> Required work: Lines with the word "button": copy all of them from the entries below.

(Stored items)
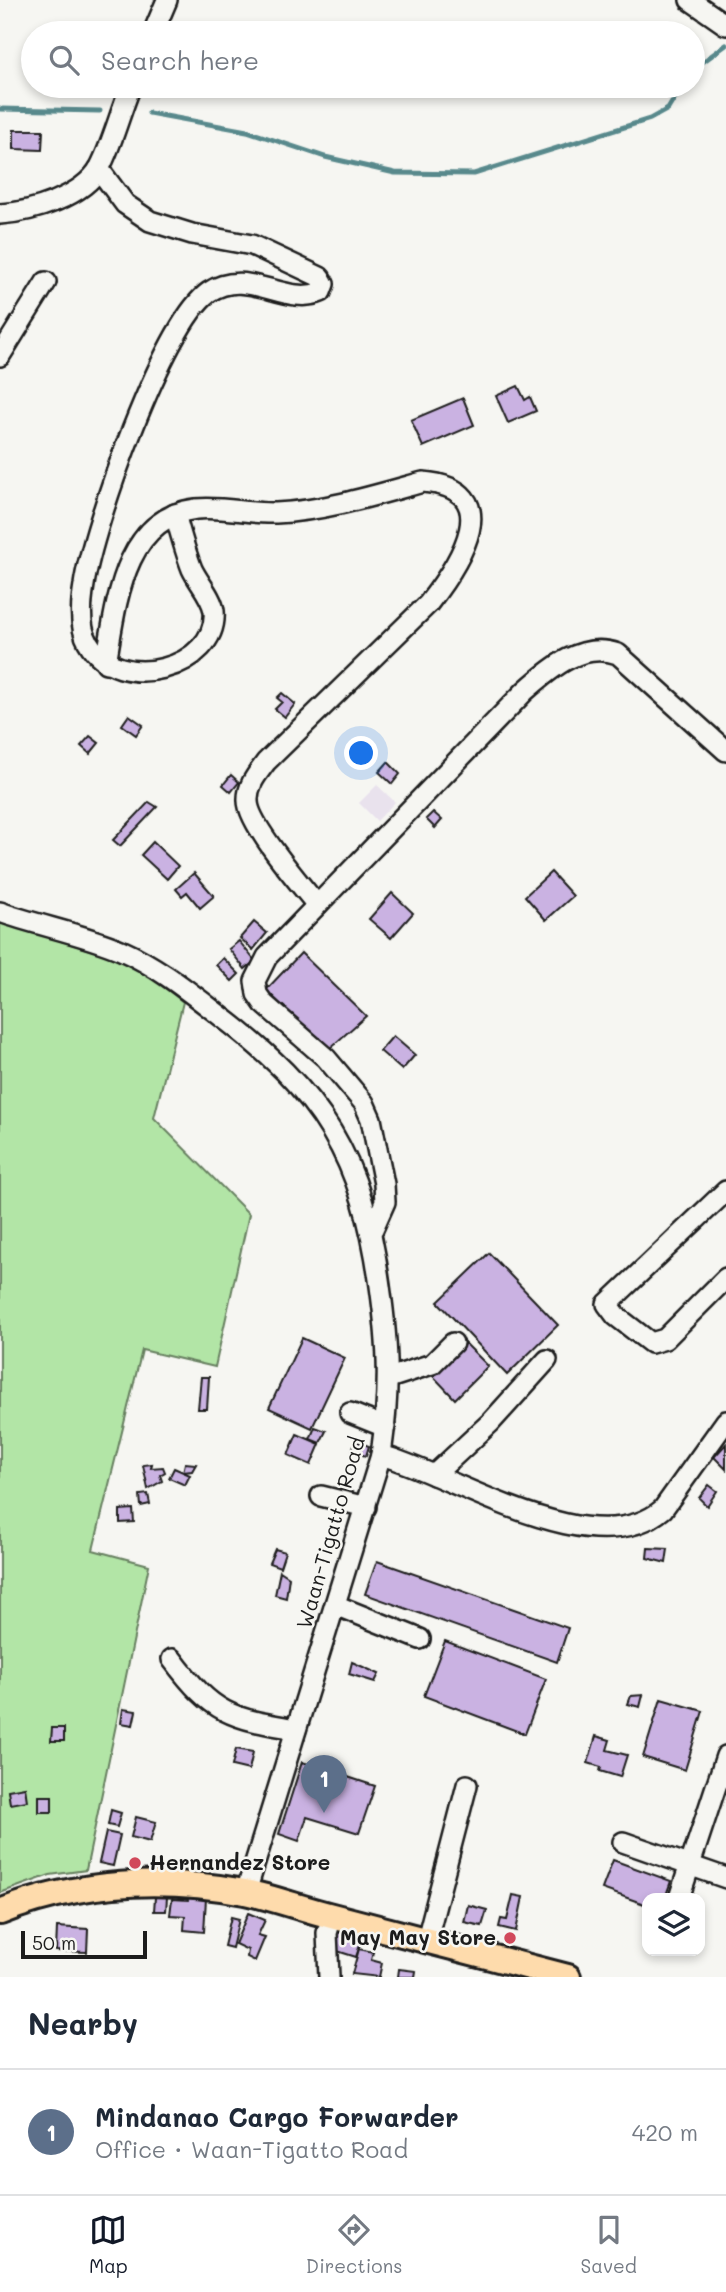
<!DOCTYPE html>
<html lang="en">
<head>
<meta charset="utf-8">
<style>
  body { margin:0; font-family:Mali,sans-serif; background:#f6f6f7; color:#1f2937 }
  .controls { position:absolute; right:21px; bottom:21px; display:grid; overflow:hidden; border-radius:14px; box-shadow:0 4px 10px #0003 }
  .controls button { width:63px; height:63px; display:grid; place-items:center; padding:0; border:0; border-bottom:2px solid #e0e1e3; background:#fff; color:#1f2937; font:35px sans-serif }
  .scale { position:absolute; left:21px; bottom:18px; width:126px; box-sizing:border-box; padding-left:7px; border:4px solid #1c1c1c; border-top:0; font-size:19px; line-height:24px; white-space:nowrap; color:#1c1c1c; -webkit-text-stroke:5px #f6f6f2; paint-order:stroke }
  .you { position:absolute; left:362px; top:754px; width:24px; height:24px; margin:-18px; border:5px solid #fff; border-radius:50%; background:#1a73e8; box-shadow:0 0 0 10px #1a73e833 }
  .badge { display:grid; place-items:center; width:46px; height:46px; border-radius:50%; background:#111827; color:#fff; font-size:23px; font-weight:700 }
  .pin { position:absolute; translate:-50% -58px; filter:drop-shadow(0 2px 4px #0008) }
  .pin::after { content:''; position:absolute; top:37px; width:24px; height:21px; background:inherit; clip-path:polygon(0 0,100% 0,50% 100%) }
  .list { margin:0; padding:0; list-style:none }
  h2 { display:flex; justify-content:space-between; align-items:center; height:91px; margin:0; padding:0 28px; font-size:30px }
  h2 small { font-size:23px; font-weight:400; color:#747a83 }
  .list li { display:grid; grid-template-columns:46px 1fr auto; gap:21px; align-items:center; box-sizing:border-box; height:126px; padding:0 28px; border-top:2px solid #e0e1e3 }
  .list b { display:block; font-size:26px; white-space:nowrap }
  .list p { margin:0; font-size:23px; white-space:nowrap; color:#747a83 }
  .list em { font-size:23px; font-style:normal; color:#747a83 }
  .icon { flex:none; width:38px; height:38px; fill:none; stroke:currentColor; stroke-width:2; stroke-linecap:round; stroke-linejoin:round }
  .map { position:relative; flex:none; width:726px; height:1977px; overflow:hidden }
  .search { position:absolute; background:#fff; box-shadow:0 4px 10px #0003; left:21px; right:21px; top:21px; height:77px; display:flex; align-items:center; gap:18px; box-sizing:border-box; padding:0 24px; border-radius:38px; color:#747a83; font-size:26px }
  .sheet { height:217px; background:#fff }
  nav { display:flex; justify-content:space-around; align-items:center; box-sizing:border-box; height:98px; border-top:2px solid #e0e1e3; background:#fff; font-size:19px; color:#747a83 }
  nav a { display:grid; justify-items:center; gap:4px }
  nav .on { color:#111827 }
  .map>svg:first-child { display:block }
</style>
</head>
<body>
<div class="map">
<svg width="726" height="1977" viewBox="0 0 726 1977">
  <rect width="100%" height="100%" fill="#f6f6f2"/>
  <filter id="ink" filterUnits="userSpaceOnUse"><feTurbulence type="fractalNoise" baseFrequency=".0143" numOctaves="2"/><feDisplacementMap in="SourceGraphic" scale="14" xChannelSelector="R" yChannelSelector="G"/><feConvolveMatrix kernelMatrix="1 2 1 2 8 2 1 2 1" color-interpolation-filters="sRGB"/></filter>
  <g filter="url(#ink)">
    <path fill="#e9e2ed" d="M377 785 395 802 377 821 359 803Z"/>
    <path fill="#b2e5a6" stroke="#678061" stroke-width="2" d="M0 922 116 958 141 969 183 1002 154 1118 249 1214 215 1367 142 1350 93 1550 149 1565 86 1870 50 1875 0 1893Z"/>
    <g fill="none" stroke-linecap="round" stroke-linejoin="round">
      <g stroke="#58898c" stroke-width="5">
        <path d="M693 69 726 45"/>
        <path d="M0 109 100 111"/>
        <path d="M149 113 247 131 325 157 395 173 474 174 650 119 668 109 682 86"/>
      </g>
    </g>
    <g fill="#cab2e2" stroke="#1c1c1c" stroke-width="2">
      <path d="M14 130H43L42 150 14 149Z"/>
      <path d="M518 386 525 400 530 397 536 411 508 423 496 396Z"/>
      <path d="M463 398 474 425 423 447 411 420Z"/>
      <path d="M282 693 295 704 285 717 275 709 282 702 277 698Z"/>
      <path d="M129 715 143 725 136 735 122 725Z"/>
      <path d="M90 736 99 743 90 754 81 746Z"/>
      <path d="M388 762 400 774 392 784 379 772Z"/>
      <path d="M231 775 239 782 231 792 223 785Z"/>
      <path d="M149 802 157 807 120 846 113 840Z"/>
      <path d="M433 812 442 820 435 828 426 819Z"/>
      <path d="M153 842 178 866 167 879 141 855Z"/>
      <path d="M551 872 573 896 546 920 525 896Z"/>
      <path d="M194 873 214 896 200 908 187 892 182 896 176 889Z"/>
      <path d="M392 893 413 913 391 938 369 919Z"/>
      <path d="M254 922 267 933 253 950 240 938Z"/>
      <path d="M239 941 255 961 245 969 229 949Z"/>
      <path d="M301 953 366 1016 328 1050 266 990Z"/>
      <path d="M223 958 239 974 232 981 216 965Z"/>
      <path d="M393 1036 415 1055 402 1070 380 1051Z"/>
      <path d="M489 1253 558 1325 507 1375 438 1302Z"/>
      <path d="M302 1338 345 1358 312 1428 269 1408Z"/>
      <path d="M465 1343 488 1366 455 1399 433 1376Z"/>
      <path d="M201 1377H209L207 1409H198Z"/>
      <path d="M315 1427 326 1431 320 1443 310 1439Z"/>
      <path d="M297 1434 320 1444 311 1465 288 1455Z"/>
      <path d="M355 1441 369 1446 366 1456 352 1452Z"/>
      <path d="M726 1444V1469L714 1457Z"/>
      <path d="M185 1463 196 1464 192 1471 183 1472Z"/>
      <path d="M152 1464 151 1468 163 1467 165 1472 160 1475 162 1481 148 1489 143 1465Z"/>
      <path d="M174 1468 190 1475 185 1485 169 1478Z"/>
      <path d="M709 1485 717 1491 707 1506 699 1498Z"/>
      <path d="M148 1494 150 1504 141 1506 140 1495Z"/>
      <path d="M133 1509 134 1522 120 1523V1510Z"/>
      <path d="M648 1548 668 1549 666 1563 647 1558Z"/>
      <path d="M275 1549 285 1552 280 1567 269 1563Z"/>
      <path d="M377 1561 568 1628 557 1662 365 1594Z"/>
      <path d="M280 1571 289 1577 286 1598 275 1595Z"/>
      <path d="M445 1641 546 1679 525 1734 424 1696Z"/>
      <path d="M352 1662 379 1674 375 1682 349 1674Z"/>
      <path d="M643 1695 640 1707 628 1704 631 1696Z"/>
      <path d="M661 1699 703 1711 685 1770 643 1757Z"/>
      <path d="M123 1709 136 1711 133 1725 121 1723Z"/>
      <path d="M52 1728H64V1741H51Z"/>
      <path d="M596 1736 610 1740 607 1750 627 1755 620 1777 600 1771 601 1767 588 1763Z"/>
      <path d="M236 1749 253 1752 249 1770 232 1766Z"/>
      <path d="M302 1762 375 1786 359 1833 307 1817 299 1841 279 1834Z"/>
      <path d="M25 1787 27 1801 10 1804 8 1790Z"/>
      <rect x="39" y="1796" width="13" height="16"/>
      <path d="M111 1810 121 1813 117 1827 108 1825Z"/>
      <path d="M136 1817 156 1822 150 1842 131 1837Z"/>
      <path d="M106 1832 120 1835 113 1866 99 1863Z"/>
      <path d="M613 1860 671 1881 665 1898H647V1905L602 1889Z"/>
      <path d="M513 1895 523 1897 516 1931 499 1927 501 1919 507 1920Z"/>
      <path d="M155 1897H167L166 1911H154Z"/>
      <path d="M189 1897 206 1898 204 1932 184 1930 185 1916 170 1915 172 1899 188 1900Z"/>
      <path d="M468 1905 487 1910 482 1926 464 1922Z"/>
      <path d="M248 1913 265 1920 258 1935 265 1937 255 1961 247 1957 248 1950 235 1944Z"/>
      <path d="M231 1917 239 1919 232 1948 224 1946Z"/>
      <path d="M57 1927 88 1929 87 1952 56 1951Z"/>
      <path d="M336 1931 362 1939 356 1957 331 1949Z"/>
      <path d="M359 1949 373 1952 371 1960 382 1963 379 1977 352 1974Z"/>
      <path d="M399 1969 416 1971 415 1977H398Z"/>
    </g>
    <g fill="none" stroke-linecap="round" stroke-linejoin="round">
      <defs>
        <g id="minor">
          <path d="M690 0 726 25"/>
          <path d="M153 33 167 0"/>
          <path d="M99 169 125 204 150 221 192 234 252 245 320 277 324 284 321 292C285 307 247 266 209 292 164 323 92 528 84 585 81 603 79 627 88 642 118 696 219 668 214 611 212 597 198 582 192 569 185 551 180 532 175 514"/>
          <path d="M0 214C32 212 83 197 100 167 113 142 120 112 131 86"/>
          <path d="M0 356 46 282"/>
          <path d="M106 663C116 606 123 518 196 509 222 506 249 514 276 513 324 511 376 495 423 482 508 489 460 563 428 604L266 762C258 773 247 785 248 801 248 824 301 885 317 905"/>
          <path d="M0 912C40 926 83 934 121 950 157 966 188 991 218 1014 323 1094 362 1156 380 1286 389 1350 390 1391 381 1455L246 1892"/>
          <path d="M726 1191 607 1304 616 1316 651 1343 665 1339 726 1278"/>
          <path d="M373 1229 385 1202 384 1184 371 1119 364 1103 326 1058 264 1004 257 994 255 981 267 957 525 691C551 668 582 641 618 654L726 751"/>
          <path d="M389 1378 432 1364 453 1343"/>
          <path d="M350 1413 385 1427"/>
          <path d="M381 1455C454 1475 594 1568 663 1509L726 1421"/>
          <path d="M434 1475 491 1422 547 1360"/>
          <path d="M321 1496 366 1507"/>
          <path d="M335 1605 420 1639"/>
          <path d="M172 1659C214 1715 230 1718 296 1729"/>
          <path d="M623 1842 726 1878"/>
          <path d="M679 1898 726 1756"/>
          <path d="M427 1939 467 1785"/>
          <path d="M329 1977 327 1933 332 1916"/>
        </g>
        <path id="major" d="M0 1912C78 1881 163 1877 245 1892 274 1898 303 1909 332 1916 411 1936 489 1957 568 1977"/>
      </defs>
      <use href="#minor" stroke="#1c1c1c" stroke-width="24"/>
      <use href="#major" stroke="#1c1c1c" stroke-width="30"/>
      <use href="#minor" stroke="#f6f6f2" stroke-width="19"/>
      <use href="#major" stroke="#fedbac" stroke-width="24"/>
    </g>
  </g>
  <g fill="#d1495b" stroke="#f6f6f2" stroke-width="2.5">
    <circle cx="135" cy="1863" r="7"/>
    <circle cx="510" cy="1938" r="7"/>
  </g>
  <g text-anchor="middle" stroke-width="5" stroke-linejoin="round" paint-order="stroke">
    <g font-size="21" fill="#1c1c1c" stroke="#f6f6f2">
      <text transform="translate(331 1533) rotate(-74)" y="7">Waan-Tigatto Road</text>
    </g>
    <g font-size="21" font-weight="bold" fill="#1c1c1c" stroke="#f6f6f2" text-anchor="start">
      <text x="149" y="1870">Hernandez Store</text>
      <text x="496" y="1945" text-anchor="end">May May Store</text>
    </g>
  </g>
</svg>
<div class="controls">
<button><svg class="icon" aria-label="layers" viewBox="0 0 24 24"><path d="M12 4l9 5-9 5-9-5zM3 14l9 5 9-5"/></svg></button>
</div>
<div class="scale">50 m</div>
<div class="you"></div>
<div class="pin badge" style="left:324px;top:1813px;background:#5c6f8a">1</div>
<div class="search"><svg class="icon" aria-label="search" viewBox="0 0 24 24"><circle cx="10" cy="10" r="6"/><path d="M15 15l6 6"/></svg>Search here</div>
</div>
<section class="sheet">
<h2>Nearby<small></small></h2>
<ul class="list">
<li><span class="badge" style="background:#5c6f8a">1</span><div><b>Mindanao Cargo Forwarder</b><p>Office · Waan-Tigatto Road</p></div><em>420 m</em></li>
</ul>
</section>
<nav>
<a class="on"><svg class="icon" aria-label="map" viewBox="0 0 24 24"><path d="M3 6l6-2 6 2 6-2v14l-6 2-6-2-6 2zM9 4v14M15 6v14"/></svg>Map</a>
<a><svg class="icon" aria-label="directions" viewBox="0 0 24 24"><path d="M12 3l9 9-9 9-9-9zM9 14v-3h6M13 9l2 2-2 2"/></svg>Directions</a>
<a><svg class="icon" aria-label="saved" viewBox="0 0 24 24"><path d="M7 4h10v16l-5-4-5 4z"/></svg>Saved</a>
</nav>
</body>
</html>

> Response:
  .controls button { width:63px; height:63px; display:grid; place-items:center; padding:0; border:0; border-bottom:2px solid #e0e1e3; background:#fff; color:#1f2937; font:35px sans-serif }
<button><svg class="icon" aria-label="layers" viewBox="0 0 24 24"><path d="M12 4l9 5-9 5-9-5zM3 14l9 5 9-5"/></svg></button>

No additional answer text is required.